- Observed by: Anti-sex work feminists
- Date: October 5
- Next time: October 5, 2026
- Frequency: annual

= International Day of No Prostitution =

Awareness day held and recognised by people against sex work

International Day of No Prostitution (IDNP) is an awareness day celebrated to oppose the practice of sex work. First observed in 2002, the event takes place annually on the 5th of October.

==History==
The IDNP was first observed in 2002; during its inaugural year, events were held to recognise it in the San Francisco Bay Area of California, and Melbourne, Victoria.

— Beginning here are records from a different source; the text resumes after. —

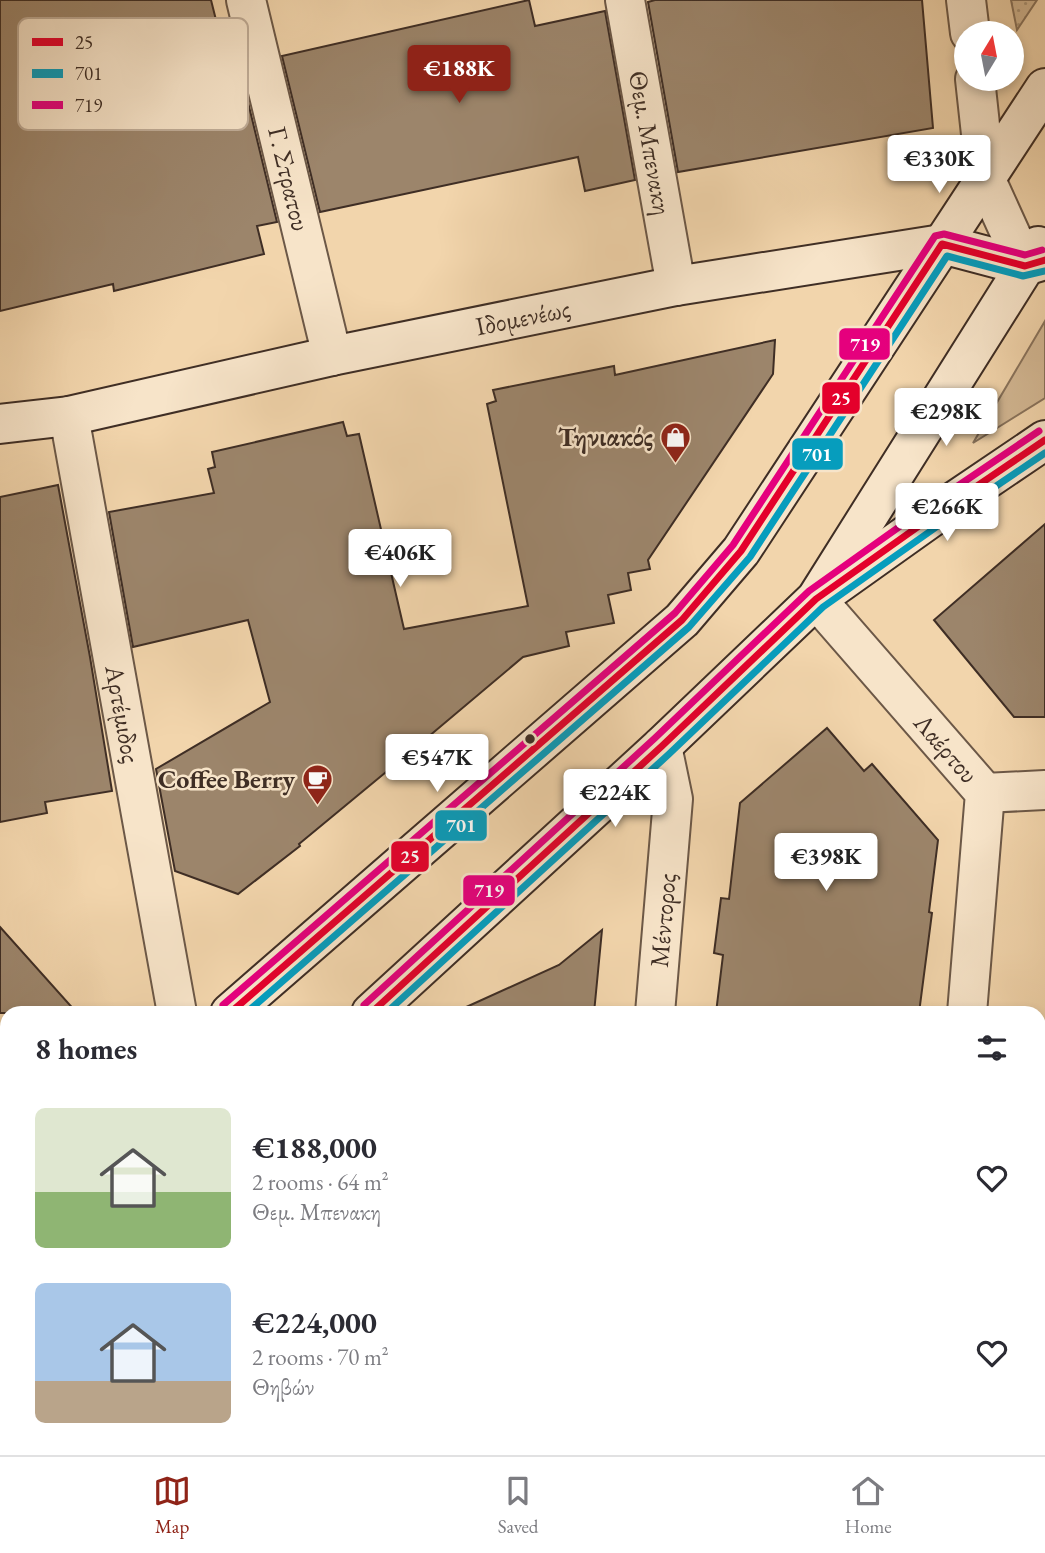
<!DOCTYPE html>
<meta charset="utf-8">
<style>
body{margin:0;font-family:"EB Garamond",serif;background:#f2f2f3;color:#2b2b33;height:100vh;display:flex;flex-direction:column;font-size:26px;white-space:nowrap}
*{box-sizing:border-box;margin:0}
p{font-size:23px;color:#7c7c81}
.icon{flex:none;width:38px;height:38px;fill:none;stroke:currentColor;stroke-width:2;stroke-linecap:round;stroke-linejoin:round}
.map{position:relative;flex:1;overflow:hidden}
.panel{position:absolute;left:0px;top:1006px;width:1046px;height:450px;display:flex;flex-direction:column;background:#fff;border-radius:21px 21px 0 0;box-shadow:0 4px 10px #0003}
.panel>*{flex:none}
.needle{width:46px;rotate:10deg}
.controls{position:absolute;left:954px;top:21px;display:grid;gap:14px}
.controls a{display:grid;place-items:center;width:70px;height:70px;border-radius:50%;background:#fff;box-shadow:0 4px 10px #0003;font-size:35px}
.price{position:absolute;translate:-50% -60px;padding:0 16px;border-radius:7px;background:#fff;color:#222;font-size:23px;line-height:46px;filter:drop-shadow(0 2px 4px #0008)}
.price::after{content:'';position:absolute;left:50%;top:42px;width:21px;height:16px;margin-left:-10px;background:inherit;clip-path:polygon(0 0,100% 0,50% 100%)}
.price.on{background:#8f2418;color:#fff}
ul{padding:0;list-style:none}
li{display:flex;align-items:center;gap:21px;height:175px;padding:0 35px}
li span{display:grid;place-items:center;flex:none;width:196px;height:140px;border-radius:10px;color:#555}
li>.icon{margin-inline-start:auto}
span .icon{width:84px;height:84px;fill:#fffc;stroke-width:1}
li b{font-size:30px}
h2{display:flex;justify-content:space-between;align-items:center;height:84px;padding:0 35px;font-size:30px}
.menu{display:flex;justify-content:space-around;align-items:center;height:98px;border-top:2px solid #e1e1e2;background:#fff;font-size:19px;color:#7c7c81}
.menu a{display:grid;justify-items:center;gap:4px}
.menu .on{color:#8f2418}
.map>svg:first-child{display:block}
</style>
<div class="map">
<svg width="1045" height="1455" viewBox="0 0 1045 1455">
<defs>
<pattern id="park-dots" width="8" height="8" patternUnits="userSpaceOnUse" patternTransform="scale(1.75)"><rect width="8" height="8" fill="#d4b995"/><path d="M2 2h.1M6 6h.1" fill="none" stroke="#ad9779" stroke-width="1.8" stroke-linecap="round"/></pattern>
</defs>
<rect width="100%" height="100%" fill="#f2d5ac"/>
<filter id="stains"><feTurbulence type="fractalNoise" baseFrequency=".00286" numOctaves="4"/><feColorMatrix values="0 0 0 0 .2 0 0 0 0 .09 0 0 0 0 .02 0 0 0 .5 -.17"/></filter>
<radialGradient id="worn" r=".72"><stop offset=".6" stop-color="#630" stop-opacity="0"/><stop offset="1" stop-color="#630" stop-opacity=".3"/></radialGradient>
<!-- green -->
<path fill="#d4b995" stroke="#8a745d" stroke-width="2" d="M1045 321V398L973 443Z"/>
<!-- park -->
<path fill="url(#park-dots)" stroke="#8a745d" stroke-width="2" d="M1011 0H1037L1017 30Z"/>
<!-- building -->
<g fill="#9c856b" stroke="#3f2e25" stroke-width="2">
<path d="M0 0H211L228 68 239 65 277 222 257 226 264 254 114 291 113 284 0 311Z"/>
<path d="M529 0 535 26 605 11 635 180 585 191 578 157 320 212 282 56Z"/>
<path d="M655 0H922L933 128 678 172 648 2Z"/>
<path d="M775 340 773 374 648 560 650 569 628 573 631 590 608 595 614 623 566 632 569 646 523 657 409 753 299 844 300 846 238 894 175 871 156 769 270 702 248 620 133 647 109 512 214 493 208 469 215 467 212 452 343 422 347 436 359 434 404 629 528 606 487 404 496 401 493 390 614 366 615 375Z"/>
<path d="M58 485 90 657 112 791 45 802 47 813 0 822V497Z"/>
<path d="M1045 524V717H1014L934 620Z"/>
<path d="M827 728 864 771 872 764 938 840 929 912 932 913 919 1013H716L723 955 714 953 721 898 729 899 740 803Z"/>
<path d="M0 927 77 1013H0Z"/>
<path d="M602 930 594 1013H453L559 965Z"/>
</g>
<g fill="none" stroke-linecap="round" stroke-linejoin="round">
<defs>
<g id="minor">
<path id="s1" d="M246 0 332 356"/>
<path id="s2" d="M625 0 676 286"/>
<path d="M966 0 970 33"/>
<path d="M975 79 986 180 1025 266"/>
<path id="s3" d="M69 416 177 1013"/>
<path id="s4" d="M816 599 985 793 967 1013"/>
<path d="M985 793 1045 790"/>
<path id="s5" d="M655 1013 673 799 662 746"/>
<path d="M1040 1330H1045"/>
<path d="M305 1455V1449"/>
<path d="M617 1455 618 1449"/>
<path d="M928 1455 929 1449"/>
</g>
<g id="secondary">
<path id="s6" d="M0 424 69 416 332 356 676 286 942 244 1025 266 1045 260"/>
<path d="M832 588 943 509 1045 440"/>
<path d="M230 1013 682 620 741 551 1045 88"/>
<path d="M371 1013 662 746 816 599 1038 246"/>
<path d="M0 1214 7 1208"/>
<path d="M0 1339 7 1333"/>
</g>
</defs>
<!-- minor casing -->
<use href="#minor" stroke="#6c5847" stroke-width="42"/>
<!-- secondary casing -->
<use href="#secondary" stroke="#3f2e25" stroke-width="42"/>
<!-- minor -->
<use href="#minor" stroke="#f7e4c9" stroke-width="38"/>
<!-- secondary -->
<use href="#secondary" stroke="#f7e4c9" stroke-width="38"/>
<defs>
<g id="bus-1">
<path d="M230 1013 682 620 741 551 942 244 1025 266 1045 260"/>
<path d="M371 1013 662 746 816 599 943 509 1045 440"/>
</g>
<g id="bus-2">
<path d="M246 1013 689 627 750 557 947 256 1023 276 1045 271"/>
<path d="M386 1013 669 754 823 607 949 518 1045 453"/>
</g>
<g id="bus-3">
<path d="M223 1005 675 613 733 545 935 236 944 234 1025 255 1042 250"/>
<path d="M364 1005 655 738 809 591 937 500 1039 431"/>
</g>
</defs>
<!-- bus-1 casing -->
<use href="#bus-1" stroke="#f7e4c9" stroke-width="12"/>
<!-- bus-2 casing -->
<use href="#bus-2" stroke="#f7e4c9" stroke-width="12"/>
<!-- bus-3 casing -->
<use href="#bus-3" stroke="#f7e4c9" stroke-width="12"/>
<!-- bus-1 -->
<use href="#bus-1" stroke="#e4002b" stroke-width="7"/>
<!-- bus-2 -->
<use href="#bus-2" stroke="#069dbd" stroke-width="7"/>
<!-- bus-3 -->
<use href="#bus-3" stroke="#e5007d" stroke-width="7"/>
</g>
<!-- icons -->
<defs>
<symbol id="shop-pin" viewBox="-11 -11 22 30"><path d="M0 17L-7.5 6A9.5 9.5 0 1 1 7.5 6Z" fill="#8f2418" stroke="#f7e4c9"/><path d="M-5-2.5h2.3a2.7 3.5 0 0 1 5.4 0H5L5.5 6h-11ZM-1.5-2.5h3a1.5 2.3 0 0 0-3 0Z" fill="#fff"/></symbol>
<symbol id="cafe-pin" viewBox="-11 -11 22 30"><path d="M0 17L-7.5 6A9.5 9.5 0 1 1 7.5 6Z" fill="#8f2418" stroke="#f7e4c9"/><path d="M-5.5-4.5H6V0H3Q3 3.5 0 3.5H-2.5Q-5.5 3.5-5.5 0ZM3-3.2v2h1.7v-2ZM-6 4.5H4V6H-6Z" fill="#fff"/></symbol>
</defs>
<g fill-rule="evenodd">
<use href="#shop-pin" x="658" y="420" width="35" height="47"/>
<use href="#cafe-pin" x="300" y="762" width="35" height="47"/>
</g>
<!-- markers -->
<circle fill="#3f2e25" stroke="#f7e4c9" stroke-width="2.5" cx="530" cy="739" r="6"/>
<g text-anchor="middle" stroke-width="5" stroke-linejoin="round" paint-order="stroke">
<!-- street labels -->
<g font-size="26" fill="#3f2e25" stroke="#f7e4c9">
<text dy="9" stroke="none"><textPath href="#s2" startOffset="145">Θεμ. Μπενακη</textPath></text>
<text dy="9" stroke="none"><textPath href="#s1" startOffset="184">Γ. Στρατου</textPath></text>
<text dy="9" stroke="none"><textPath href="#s6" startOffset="534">Ιδομενέως</textPath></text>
<text dy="9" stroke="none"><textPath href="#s3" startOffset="303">Αρτέμιδος</textPath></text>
<text dy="9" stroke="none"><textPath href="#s4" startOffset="198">Λαέρτου</textPath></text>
<text dy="9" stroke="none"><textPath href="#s5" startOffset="93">Μέντορος</textPath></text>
</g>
<!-- poi labels -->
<g font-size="26" font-weight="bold" fill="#3f2e25" stroke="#f7e4c9" text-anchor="end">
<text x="653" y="446">Τηνιακός</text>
<text x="295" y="788">Coffee Berry</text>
</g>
</g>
<!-- legend -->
<rect x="18" y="18" width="230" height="112" rx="10" fill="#f7e4c9" stroke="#c0ad98" stroke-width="2"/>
<rect x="32" y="38" width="31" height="8" fill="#e4002b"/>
<rect x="32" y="69" width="31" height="9" fill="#069dbd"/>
<rect x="32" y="101" width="31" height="8" fill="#e5007d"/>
<g font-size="19" fill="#3f2e25">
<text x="75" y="49">25</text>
<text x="75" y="80">701</text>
<text x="75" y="112">719</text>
</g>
<g stroke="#f7e4c9" stroke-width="2.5">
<rect x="838" y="327" width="53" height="34" rx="7" fill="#e5007d"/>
<rect x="821" y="381" width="40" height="34" rx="7" fill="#e4002b"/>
<rect x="791" y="437" width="53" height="34" rx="7" fill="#069dbd"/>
<rect x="434" y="809" width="54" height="33" rx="7" fill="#069dbd"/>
<rect x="390" y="840" width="40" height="33" rx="7" fill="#e4002b"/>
<rect x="462" y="874" width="54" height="33" rx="7" fill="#e5007d"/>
</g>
<g font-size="19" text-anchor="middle" font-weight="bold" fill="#fff">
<text x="865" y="351">719</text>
<text x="841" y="405">25</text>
<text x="817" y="461">701</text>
<text x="461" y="832">701</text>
<text x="410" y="863">25</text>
<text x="489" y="897">719</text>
</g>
<rect width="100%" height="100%" filter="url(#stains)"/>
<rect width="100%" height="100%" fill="url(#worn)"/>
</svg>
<div class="controls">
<a><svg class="needle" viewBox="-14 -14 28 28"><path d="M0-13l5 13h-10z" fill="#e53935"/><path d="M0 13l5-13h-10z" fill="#7c7c81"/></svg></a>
</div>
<b class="price on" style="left:459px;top:105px">€188K</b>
<b class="price" style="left:939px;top:195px">€330K</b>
<b class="price" style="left:946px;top:448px">€298K</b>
<b class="price" style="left:947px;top:543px">€266K</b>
<b class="price" style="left:400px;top:589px">€406K</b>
<b class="price" style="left:437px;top:794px">€547K</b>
<b class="price" style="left:615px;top:829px">€224K</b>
<b class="price" style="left:826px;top:893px">€398K</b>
<section class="panel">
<h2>8 homes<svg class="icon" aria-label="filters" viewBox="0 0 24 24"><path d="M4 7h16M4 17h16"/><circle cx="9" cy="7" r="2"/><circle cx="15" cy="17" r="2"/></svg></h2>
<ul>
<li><span style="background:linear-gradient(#dfe7d0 60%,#8fb573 0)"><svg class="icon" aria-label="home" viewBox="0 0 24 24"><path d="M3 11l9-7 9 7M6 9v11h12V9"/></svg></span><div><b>€188,000</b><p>2 rooms · 64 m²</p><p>Θεμ. Μπενακη</p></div><svg class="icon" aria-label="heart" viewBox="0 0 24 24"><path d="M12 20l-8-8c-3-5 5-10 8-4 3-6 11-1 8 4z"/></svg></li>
<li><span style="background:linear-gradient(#a9c7e8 70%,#b9a48a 0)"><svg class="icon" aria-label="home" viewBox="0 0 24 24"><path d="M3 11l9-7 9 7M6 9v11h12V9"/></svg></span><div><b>€224,000</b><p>2 rooms · 70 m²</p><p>Θηβών</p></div><svg class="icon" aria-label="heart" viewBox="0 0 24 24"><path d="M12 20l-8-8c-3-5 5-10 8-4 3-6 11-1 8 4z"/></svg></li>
</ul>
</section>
</div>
<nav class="menu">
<a class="on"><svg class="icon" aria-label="map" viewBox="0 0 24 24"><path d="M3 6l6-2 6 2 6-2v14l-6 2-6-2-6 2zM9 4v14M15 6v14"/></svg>Map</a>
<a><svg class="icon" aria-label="saved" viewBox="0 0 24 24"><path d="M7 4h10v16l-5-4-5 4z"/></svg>Saved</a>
<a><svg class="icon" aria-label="home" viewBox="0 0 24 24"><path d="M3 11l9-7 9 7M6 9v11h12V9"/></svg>Home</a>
</nav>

In 2005, the University of the Philippines Institute of Human Rights and the Asia-Pacific chapter of the Coalition Against Trafficking in Women (CATW) organized an IDNP event at which they discussed the Anti-Trafficking in Persons Act of 2003. In 2008, there was an IDNP candlelight vigil in Phoenix, Arizona; a second such vigil took place again in 2010 in the same location, with some of the city's leaders and some former sex workers amongst the participants.

Also in 2010, CATW observed IDNP by opposing the decision in Bedford v. Canada to strike down Canada's anti-sex work laws. A group of former human trafficking victims and former sex workers in Canada also opposed the striking down of these laws, picketing a courthouse in downtown Toronto, Ontario in recognition of IDNP.

In 2011, People Working Against Prostitution, an organization in the Philippines, expressed disappointment that the Cagayan de Oro city council did not host any events in recognition of IDNP.